JGL: I think, honestly, it was a double-edged sword. I think there was justified skepticism and people would assume that oh, I’m an actor so I can’t start a company and I faced a certain amount of that skepticism. I don’t blame anybody for having that. The assumption is that there’s not any substance behind the company or the idea, that it’s all sizzle and no steak.

But we’re also not really a startup, per se. It’s not like I was going into these offices and saying, like, I have an idea. It’s like, here’s what we’ve done for the last 10 years and we’ve been cash flow positive five years. We know how to run a business. It’s just we’ve been running a production company business, now we want to run something that’s more like a technology business.

TC: What’s your long-term vision for HitRecord?
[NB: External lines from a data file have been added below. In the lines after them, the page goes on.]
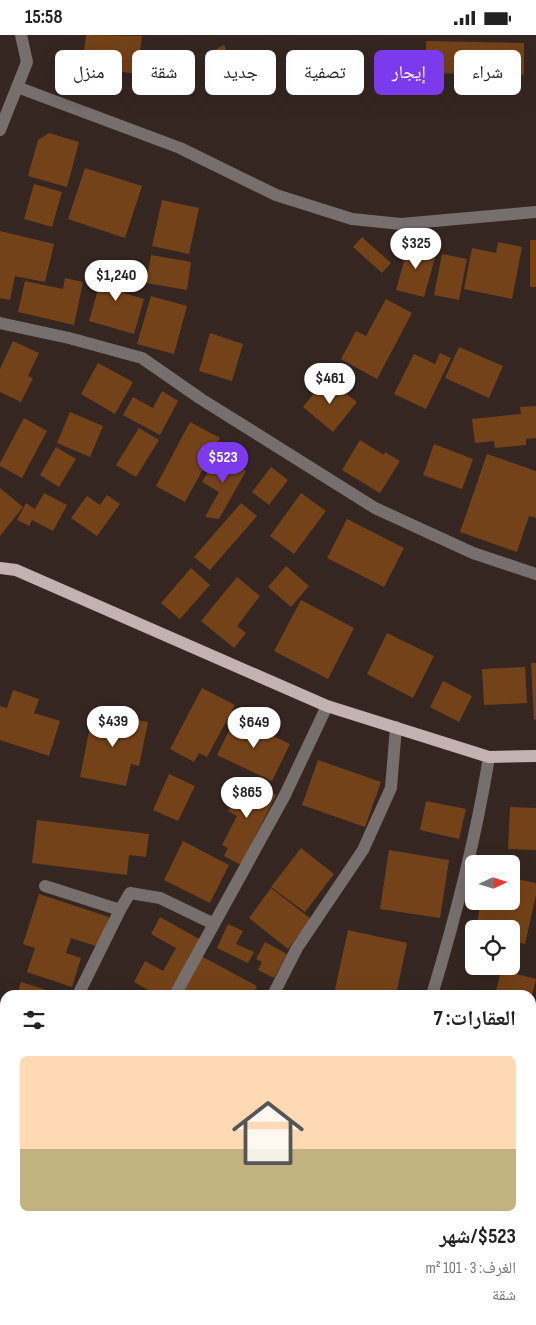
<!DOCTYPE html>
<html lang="ar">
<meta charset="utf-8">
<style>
:root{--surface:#fff;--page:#f6f6f6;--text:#222;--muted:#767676;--line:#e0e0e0;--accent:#7c3aed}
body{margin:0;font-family:"Sofia Sans Condensed","Noto Naskh Arabic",sans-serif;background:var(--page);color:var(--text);direction:rtl;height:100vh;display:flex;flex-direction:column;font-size:19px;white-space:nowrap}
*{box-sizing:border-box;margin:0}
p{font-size:16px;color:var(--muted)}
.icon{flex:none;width:28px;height:28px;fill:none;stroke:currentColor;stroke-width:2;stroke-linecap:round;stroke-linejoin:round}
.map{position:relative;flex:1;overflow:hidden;direction:ltr}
.side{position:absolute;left:0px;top:955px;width:536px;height:335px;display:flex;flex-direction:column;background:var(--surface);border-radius:15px 15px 0 0;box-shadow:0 5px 20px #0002;direction:rtl}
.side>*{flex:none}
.hud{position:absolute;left:15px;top:15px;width:506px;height:45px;direction:rtl;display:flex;gap:10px}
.needle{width:32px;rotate:86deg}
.fabs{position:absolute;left:465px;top:820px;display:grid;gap:10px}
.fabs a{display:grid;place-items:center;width:55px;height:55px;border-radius:8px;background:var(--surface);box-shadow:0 5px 20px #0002;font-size:25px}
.price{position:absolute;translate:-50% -42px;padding:0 11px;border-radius:18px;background:#fff;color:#222;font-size:16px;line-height:32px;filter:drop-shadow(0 1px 2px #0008)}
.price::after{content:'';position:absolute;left:50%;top:30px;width:15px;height:11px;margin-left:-8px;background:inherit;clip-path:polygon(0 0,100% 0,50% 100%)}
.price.on{background:var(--accent);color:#fff}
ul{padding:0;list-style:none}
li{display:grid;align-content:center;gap:10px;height:265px;padding:0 20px}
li+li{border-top:1px solid var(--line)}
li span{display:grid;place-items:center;height:155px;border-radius:8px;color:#555}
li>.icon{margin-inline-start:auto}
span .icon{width:90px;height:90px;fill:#fffc;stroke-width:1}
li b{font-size:21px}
h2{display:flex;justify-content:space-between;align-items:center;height:60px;padding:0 20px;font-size:21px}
.tag{padding:0 18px;border-radius:8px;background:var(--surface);box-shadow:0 5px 20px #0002;font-size:18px;line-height:45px}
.tag.on{background:var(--accent);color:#fff}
.status{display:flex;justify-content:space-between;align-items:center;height:35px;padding:0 25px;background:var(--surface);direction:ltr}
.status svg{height:14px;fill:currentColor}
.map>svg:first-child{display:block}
.building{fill:#744218}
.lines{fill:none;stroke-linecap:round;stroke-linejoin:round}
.minor{stroke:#776e6e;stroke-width:12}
.major{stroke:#c4b2b3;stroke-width:12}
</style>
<div class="status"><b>15:58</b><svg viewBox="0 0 49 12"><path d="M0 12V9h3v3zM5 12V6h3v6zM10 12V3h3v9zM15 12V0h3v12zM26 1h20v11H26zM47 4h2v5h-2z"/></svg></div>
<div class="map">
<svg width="536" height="1290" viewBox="0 0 536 1290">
<rect width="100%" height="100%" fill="#352621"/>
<!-- building -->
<path class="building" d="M86 0 142 1 137 39 82 31Z
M426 6 524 8V40L426 38Z
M224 10 237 37 220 46 207 19Z
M49 98 79 107 67 152 28 141 38 105Z
M85 133 142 151 125 203 68 184Z
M34 149 62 157 52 192 24 184Z
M162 165 199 173 189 219 152 211Z
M0 196 54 209 45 247 15 241 10 265 0 263Z
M362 202 391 228 382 238 353 212Z
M530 205H536V252H530Z
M498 207 522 212 512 264 464 254 472 213 496 218Z
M409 208 437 216 424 262 396 255Z
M442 219 467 224 459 265 434 260Z
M151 220 191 227 187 255 146 248Z
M105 230 130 238 124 258 144 264 134 299 89 286Z
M65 243 83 247 74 290 18 277 25 246 63 254Z
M151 261 187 271 174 319 137 309Z
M386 264 412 278 377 344 341 324 356 296 366 301Z
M210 298 243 309 232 346 199 336Z
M13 306 39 318 28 341 33 343 21 367 0 357V334Z
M459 312 503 331 489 363 445 343Z
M440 318 451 323 426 374 394 359 414 319 435 329Z
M98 328 133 347 115 379 81 359Z
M326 343 357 367 333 397 303 372Z
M162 356 178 366 160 400 123 380 133 362 153 373Z
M536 371V403L526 404V410L495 413 494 406 475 408 472 384 521 379 520 372Z
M70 377 103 391 90 422 57 408Z
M24 383 47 396 22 443 0 431V428Z
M190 387 220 403 185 467 156 451Z
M139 393 159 405 136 442 116 430Z
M360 405 384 420 385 417 400 426 380 458 342 435Z
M434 409 473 424 462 454 423 440Z
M56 412 76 424 59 452 40 440Z
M487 419 536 436V483L529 481 517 517 460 497Z
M218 420 246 436 219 484 205 482 219 457 202 447Z
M271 432 288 445 269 470 252 457Z
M0 453 23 472 0 501Z
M44 458 67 470 53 496 32 485 29 491 17 485 26 468 35 474Z
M301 458 326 476 294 519 270 501Z
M107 460 120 469 97 501 71 483 87 461 100 470Z
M241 468 257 481 210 535 194 522Z
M347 484 404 513 384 552 327 523Z
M286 531 309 551 291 572 268 552Z
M191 533 210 550 180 584 161 568Z
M237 542 260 561 237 591 246 598 234 613 201 586Z
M301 565 354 593 328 644 274 616Z
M387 598 434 621 413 663 367 639Z
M531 628H536V684L534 685Z
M525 632 527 668 484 670 482 634Z
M443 646 472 661 459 687 430 672Z
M202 653 235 670 207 722 199 718 194 727 170 714Z
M13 655 39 664 34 678 60 686 49 721 0 705V671L7 673Z
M93 676 148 687 139 731 131 729 126 751 80 742Z
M235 683 290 709 272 746 217 720Z
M318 725 381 747 365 792 302 770Z
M169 739 195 751 178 786 153 775Z
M244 744 276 760 241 830 224 821 228 813 222 810 237 781 228 776Z
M426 766 466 774 459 804 420 795Z
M510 772 536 773V815L508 814Z
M37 785 149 799 146 822 129 820 127 840 32 828Z
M183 806 229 830 210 868 164 845Z
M301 813 334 839 305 877 271 852Z
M389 815 449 825 440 883 380 874Z
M511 843 536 848V860L525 909 511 906V894H476L481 866H511Z
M271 853 311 884 288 914 249 883Z
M39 859 109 882 99 912 71 903 66 918 81 923 72 952 27 937 35 913 23 909Z
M160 882 201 905 172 960H157L134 947 145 926 163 936 176 913 151 899Z
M228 889 243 896 236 909 254 917 248 928 217 913Z
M348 895 407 908 396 960 334 959Z
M265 907 287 919 274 943 258 935 262 927 256 924Z
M201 921 257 951 252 960H180Z
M501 935 536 944 532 960H495Z
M21 947 62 960H17Z
M95 954 106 960H92Z
M0 1127 5 1128 1 1157H0Z
M531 1211H536V1251H531Z
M531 1271H536V1290H518V1285H531Z
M482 1285H510V1287L483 1290Z"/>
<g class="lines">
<!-- minor -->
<path class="minor" d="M17 52 180 113 276 160 352 184 401 189 536 177
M0 95 27 27 21 0
M0 288 69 303 142 323 201 364 375 473 473 518 536 539
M45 851 120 875 130 858 160 863 214 889 175 960
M214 889 285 760 327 671
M78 960 120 875
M273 960 297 913 363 815 391 753 396 692
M432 960C456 881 476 803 489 722
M0 991H5
M531 1095 536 1094
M531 1156 536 1158
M449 1290 450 1285"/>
<!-- major -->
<path class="major" d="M0 533 16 535 327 671 489 722 536 721"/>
</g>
</svg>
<div class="fabs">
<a><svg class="needle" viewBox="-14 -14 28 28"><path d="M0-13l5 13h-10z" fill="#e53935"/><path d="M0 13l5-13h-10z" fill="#767676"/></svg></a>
<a><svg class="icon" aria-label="locate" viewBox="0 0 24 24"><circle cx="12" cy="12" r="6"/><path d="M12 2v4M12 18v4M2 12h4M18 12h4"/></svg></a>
</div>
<b class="price" style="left:416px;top:235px">$325</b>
<b class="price" style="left:116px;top:267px">$1,240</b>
<b class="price" style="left:330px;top:370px">$461</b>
<b class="price on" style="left:223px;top:449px">$523</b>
<b class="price" style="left:113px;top:713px">$439</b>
<b class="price" style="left:254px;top:714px">$649</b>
<b class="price" style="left:247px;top:784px">$865</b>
<div class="hud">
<a class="tag">شراء</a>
<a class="tag on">إيجار</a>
<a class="tag">تصفية</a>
<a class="tag">جديد</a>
<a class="tag">شقة</a>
<a class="tag">منزل</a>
</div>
<section class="side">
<h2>العقارات: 7<svg class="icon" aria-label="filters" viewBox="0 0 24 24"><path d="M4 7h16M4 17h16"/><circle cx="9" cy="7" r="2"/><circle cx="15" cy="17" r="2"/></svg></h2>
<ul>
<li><span style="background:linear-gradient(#ffd9b3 60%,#c2b280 0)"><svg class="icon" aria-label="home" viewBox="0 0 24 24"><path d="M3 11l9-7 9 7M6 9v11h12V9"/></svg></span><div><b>$523/شهر</b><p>الغرف: 3 · 101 m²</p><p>شقة</p></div></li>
</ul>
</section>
</div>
JGL: My ultimate goal is for my acting career and HitRecord to kind of become one in the same thing. I would love to be, you know, developing a movie not for a Hollywood studio, but like in this new collaborative way for HitRecord. I mean, we won an Emmy for our TV show. We’re about to release this special that we’re doing with Logic, the rapper, and he used the platform to lead a collaboration and make a song and a music video and we documented the process and that special is going to come out on YouTube. What I really want is to be able to put an app in Logic’s hand where he goes like, oh, I understand this and is able to use it instantly. We don’t have that app yet. This is why we raised capital.